EXERCISE DESCRIPTION
A single number is needed: how many lines of the data below contain "linecap".

=== Begin Enclosure ===

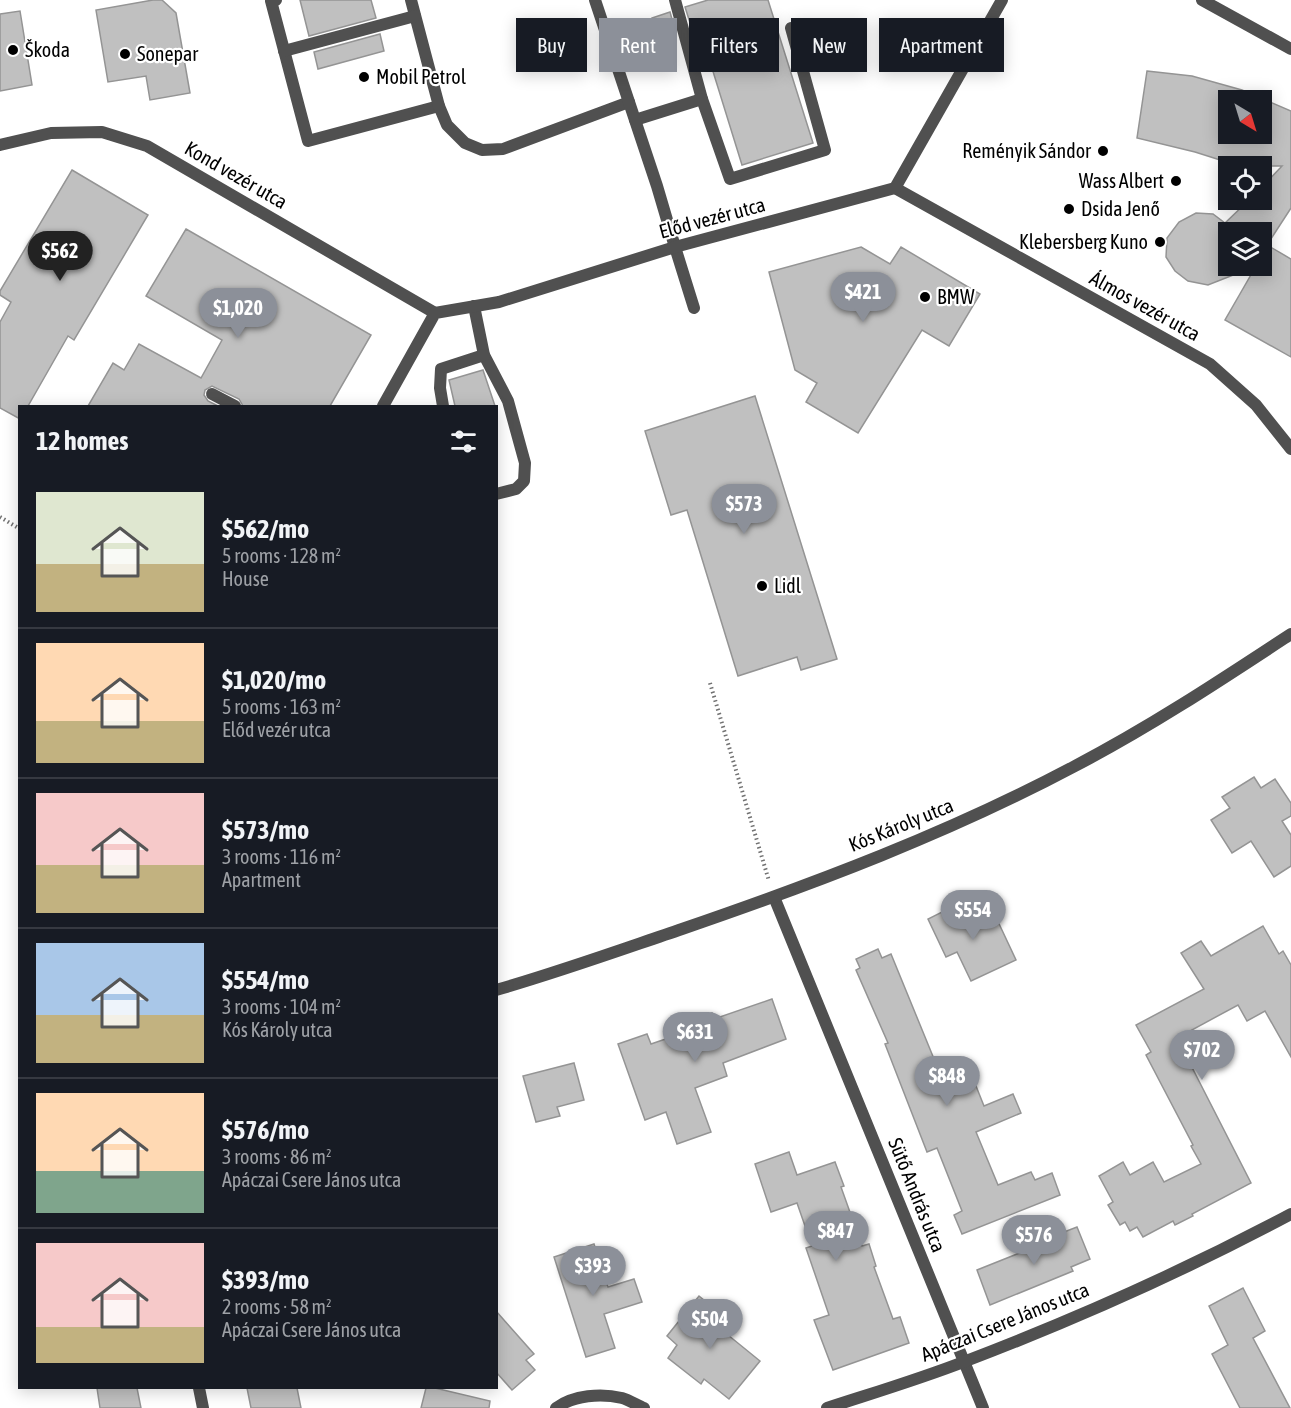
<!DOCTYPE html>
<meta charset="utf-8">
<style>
body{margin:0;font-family:"Asap Condensed",sans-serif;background:#20242c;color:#f1f3f6;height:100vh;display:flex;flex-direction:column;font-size:22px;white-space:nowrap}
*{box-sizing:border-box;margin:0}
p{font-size:20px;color:#9ea1a6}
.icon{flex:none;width:33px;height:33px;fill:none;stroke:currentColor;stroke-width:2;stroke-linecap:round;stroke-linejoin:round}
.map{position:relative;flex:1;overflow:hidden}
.drawer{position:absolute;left:18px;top:405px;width:480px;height:984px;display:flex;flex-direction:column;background:#171b24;border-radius:0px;box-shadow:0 3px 15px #0003}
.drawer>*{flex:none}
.guide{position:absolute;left:516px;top:18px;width:570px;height:54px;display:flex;gap:12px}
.needle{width:39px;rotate:142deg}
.controls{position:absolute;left:1218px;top:90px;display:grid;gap:12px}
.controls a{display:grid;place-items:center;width:54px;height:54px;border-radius:0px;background:#171b24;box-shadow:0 3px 15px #0003;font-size:30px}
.price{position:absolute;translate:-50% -51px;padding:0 14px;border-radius:21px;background:#8c9099;color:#fff;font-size:20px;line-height:39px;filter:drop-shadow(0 2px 3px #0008)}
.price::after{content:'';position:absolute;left:50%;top:36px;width:18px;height:14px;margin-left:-9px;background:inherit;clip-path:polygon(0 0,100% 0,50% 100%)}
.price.current{background:#222;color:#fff}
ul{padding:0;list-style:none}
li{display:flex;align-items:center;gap:18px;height:150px;padding:0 18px}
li+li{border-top:2px solid #363941}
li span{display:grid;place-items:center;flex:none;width:168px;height:120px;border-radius:0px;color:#555}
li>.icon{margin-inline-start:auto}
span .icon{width:72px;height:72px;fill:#fffc;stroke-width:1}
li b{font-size:26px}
h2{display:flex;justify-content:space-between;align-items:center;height:72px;padding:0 18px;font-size:26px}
.tag{padding:0 21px;border-radius:0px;background:#171b24;box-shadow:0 3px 15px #0003;font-size:21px;line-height:54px}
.tag.current{background:#8c9099;color:#fff}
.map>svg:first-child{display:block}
.building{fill:#c0c0c0;stroke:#949494;stroke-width:1.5;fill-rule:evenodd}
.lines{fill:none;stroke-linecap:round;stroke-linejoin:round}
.path{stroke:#727272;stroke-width:4;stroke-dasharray:1.5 3;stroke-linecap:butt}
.lane{stroke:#505050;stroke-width:12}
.street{stroke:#505050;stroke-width:12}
.poi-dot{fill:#000;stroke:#fff;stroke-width:2}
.labels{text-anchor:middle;stroke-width:4.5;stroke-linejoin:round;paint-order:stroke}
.poi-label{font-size:20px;fill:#000;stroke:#fff;text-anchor:start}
.street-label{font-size:20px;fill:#000;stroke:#fff}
</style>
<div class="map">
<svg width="1291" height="1408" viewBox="0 0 1291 1408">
<rect width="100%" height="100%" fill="#fff"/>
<g class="building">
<path d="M153,0H162L176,13L190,93L150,100L146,76L108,82L96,10Z"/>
<path d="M300,0H371L376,18L309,36Z"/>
<path d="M708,0H768L813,143L742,165L698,23L691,26L685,7Z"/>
<path d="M20,11L32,85L0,91V14Z"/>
<path d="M670,12L675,30L657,36L652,18Z"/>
<path d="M380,34L384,51L318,69L314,52Z"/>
<path d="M1147,71L1192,76L1242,90L1291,111V208L1267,245L1291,259V357L1225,320L1256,266L1208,285L1188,281L1175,271L1166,257L1167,238L1179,222L1196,213L1213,214L1225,223L1249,200H1262V187L1282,166H1239L1195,152L1137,138ZM1228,100H1262V134H1228ZM1228,232H1262V266H1228Z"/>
<path d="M72,170L148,215L74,340L68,336L28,406H20V419L0,408V322L11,302L0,295V291Z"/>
<path d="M186,229L371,335L330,406H243L239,399L212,386L205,390L204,395L208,401L218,406H88L113,363L124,370L139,344L201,378L222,340L146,296Z"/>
<path d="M861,247L890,264L901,247L980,294L949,346L922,330L858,433L806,402L817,383L795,370L769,272Z"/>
<path d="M483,370L495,406H455L449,380Z"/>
<path d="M755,396L837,659L801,670L797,657L738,676L687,510L671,515L645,431Z"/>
<path d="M1254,777L1261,788L1275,779L1291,803V816L1282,821L1291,835V866L1274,877L1251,841L1232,853L1211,820L1230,808L1222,797Z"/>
<path d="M958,904L967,923L993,911L1016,960L971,981L957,952L946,957L928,919Z"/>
<path d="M1263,926L1279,954L1283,951L1291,965V1057L1265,1011L1247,1021L1238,1005L1177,1038L1251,1183L1192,1214L1193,1216L1175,1225L1173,1221L1143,1237L1137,1227L1130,1231L1125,1222L1120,1225L1108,1205L1113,1202L1099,1176L1123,1162L1130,1175L1153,1162L1164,1182L1201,1164L1191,1146L1193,1145L1146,1055L1151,1052L1136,1025L1204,989L1181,953L1201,941L1211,956Z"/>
<path d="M878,949L882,958L891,954L941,1076L946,1074L947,1077L956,1073L959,1081L972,1076L984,1106L1013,1094L1021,1113L976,1132L998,1185L1031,1172L1035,1180L1052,1173L1060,1195L962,1234L954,1215L962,1211L937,1148L927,1152L885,1044L888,1043L856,970L860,968L856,959Z"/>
<path d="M772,999L786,1039L723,1063L727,1076L695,1088L711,1132L677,1144L666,1112L645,1120L618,1044L647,1034L651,1044L689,1031L686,1023L712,1013L714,1019Z"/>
<path d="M574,1063L584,1100L557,1107L560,1116L536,1122L523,1076Z"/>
<path d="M789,1152L797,1175L835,1162L844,1186L841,1187L862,1246L869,1244L876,1266L874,1267L893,1319L900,1317L909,1343L833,1370L814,1320L829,1315L806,1248L812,1246L797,1203L771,1212L755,1164Z"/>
<path d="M1077,1227L1090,1259L1071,1267L1073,1271L990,1305L977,1270L1047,1242L1046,1239Z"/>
<path d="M594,1244L608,1287L634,1279L642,1302L604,1314L615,1348L586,1357L554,1257Z"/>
<path d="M1243,1288L1265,1331L1253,1338L1290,1408H1240L1212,1354L1228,1345L1209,1306Z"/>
<path d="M699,1296L720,1313L712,1322L760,1361L729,1399L704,1379L701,1384L668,1358L677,1345L667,1336Z"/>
<path d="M496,1311L534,1354L526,1360L535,1370L512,1390L496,1372Z"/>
<path d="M97,1388H137L141,1408H100Z"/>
<path d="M247,1388H297L301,1408H251Z"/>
<path d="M426,1388H435L490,1401L489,1408H421Z"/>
</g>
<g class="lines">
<g class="path">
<path d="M0,517L20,529"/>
<path d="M710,683L769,881"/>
</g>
<g class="lane">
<path d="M276,0L271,1L308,141L439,106"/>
<path d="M411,0L439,106L447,125L465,143L482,150L503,149L629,102"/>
<path d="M675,0L702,99"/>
<path d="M284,51L415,16"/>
<path d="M635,120L702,99L730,179L825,150L791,28"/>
<path d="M0,145L51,133L102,132L147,146L435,313"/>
<path d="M675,247L694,308"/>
<path d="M474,306L484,355L508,401L525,463L524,481L516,489L496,494"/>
<path d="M212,394L235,406"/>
<path d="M443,406L440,388L441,369L484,355"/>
</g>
<g class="street">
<path d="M595,0L657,186L675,247"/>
<path d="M1202,0L1291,49"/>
<path d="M895,188L1210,364L1256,405L1291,449"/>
<path d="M383,406L435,313L499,302L675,247L895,188L1002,0"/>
<path d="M774,897L983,1408"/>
<path d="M496,990C559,972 620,950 682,929C816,883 949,833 1075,766C1150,727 1221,680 1291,634"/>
<path d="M199,1388L203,1408"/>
<path d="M556,1408C574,1395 601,1393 622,1398C629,1400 637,1405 644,1408"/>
<path d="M827,1408C873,1393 920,1379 966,1361C1076,1319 1186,1270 1291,1214"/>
</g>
</g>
<g class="poi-dot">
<circle cx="13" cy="50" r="6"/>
<circle cx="125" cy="54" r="6"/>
<circle cx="364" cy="77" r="6"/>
<circle cx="1103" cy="151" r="6"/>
<circle cx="1176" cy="181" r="6"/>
<circle cx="1069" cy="209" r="6"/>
<circle cx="1160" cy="242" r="6"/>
<circle cx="925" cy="297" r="6"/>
<circle cx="762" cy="586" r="6"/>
</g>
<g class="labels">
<g class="poi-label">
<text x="25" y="57">Škoda</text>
<text x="137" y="61">Sonepar</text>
<text x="376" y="84">Mobil Petrol</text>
<text x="1091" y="158" text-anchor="end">Reményik Sándor</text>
<text x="1164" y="188" text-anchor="end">Wass Albert</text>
<text x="1081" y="216">Dsida Jenő</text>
<text x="1148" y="249" text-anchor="end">Klebersberg Kuno</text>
<text x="937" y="304">BMW</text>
<text x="774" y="593">Lidl</text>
</g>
<g class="street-label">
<text transform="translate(236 175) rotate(30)" y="7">Kond vezér utca</text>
<text transform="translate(712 218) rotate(-15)" y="7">Előd vezér utca</text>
<text transform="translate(1145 306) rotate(29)" y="7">Álmos vezér utca</text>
<text transform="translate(901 825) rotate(-22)" y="7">Kós Károly utca</text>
<text transform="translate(917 1195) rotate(68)" y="7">Sütő András utca</text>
<text transform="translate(1005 1322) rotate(-22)" y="7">Apáczai Csere János utca</text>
</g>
</g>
</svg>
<div class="controls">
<a><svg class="needle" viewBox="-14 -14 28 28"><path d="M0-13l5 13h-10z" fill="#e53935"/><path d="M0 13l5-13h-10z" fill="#9ea1a6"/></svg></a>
<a><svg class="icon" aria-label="locate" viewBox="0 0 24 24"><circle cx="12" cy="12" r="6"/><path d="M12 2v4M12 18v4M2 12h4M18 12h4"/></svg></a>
<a><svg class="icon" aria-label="layers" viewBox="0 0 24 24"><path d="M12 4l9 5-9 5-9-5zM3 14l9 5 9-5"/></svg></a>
</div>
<b class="price current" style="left:60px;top:282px">$562</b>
<b class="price" style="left:863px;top:323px">$421</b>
<b class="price" style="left:238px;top:339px">$1,020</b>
<b class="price" style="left:744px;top:535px">$573</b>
<b class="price" style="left:973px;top:941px">$554</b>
<b class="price" style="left:695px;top:1063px">$631</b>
<b class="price" style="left:1202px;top:1081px">$702</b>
<b class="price" style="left:947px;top:1107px">$848</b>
<b class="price" style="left:836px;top:1262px">$847</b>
<b class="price" style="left:1034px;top:1266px">$576</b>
<b class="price" style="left:593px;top:1297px">$393</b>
<b class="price" style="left:710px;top:1350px">$504</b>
<div class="guide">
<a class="tag">Buy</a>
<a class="tag current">Rent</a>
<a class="tag">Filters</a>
<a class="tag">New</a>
<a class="tag">Apartment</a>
</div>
<section class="drawer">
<h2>12 homes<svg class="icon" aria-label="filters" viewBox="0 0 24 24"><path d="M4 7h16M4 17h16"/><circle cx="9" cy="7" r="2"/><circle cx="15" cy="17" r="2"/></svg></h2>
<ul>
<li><span style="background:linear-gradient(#dfe7d0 60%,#c2b280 0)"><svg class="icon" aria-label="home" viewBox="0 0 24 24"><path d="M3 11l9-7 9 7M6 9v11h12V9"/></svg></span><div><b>$562/mo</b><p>5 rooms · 128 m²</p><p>House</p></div></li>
<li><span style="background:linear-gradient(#ffd9b3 65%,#c2b280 0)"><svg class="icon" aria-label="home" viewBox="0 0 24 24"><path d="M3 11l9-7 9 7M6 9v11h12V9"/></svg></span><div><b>$1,020/mo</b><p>5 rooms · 163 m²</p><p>Előd vezér utca</p></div></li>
<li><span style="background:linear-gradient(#f6c9c9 60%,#c2b280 0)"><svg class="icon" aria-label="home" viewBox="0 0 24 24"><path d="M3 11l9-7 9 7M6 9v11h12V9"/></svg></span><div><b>$573/mo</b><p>3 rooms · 116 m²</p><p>Apartment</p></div></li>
<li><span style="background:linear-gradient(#a9c7e8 60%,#c2b280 0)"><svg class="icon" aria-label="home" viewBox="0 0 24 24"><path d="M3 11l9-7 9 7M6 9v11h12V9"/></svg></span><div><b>$554/mo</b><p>3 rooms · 104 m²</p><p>Kós Károly utca</p></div></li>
<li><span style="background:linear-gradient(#ffd9b3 65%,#7fa58c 0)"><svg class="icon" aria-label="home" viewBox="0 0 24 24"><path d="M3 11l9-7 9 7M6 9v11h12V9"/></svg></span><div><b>$576/mo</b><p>3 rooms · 86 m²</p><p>Apáczai Csere János utca</p></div></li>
<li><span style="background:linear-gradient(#f6c9c9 70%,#c2b280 0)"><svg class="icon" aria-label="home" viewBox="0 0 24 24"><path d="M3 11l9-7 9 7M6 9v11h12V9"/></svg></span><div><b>$393/mo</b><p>2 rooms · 58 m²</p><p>Apáczai Csere János utca</p></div></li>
</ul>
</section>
</div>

=== End Enclosure ===

ANSWER BELOW
3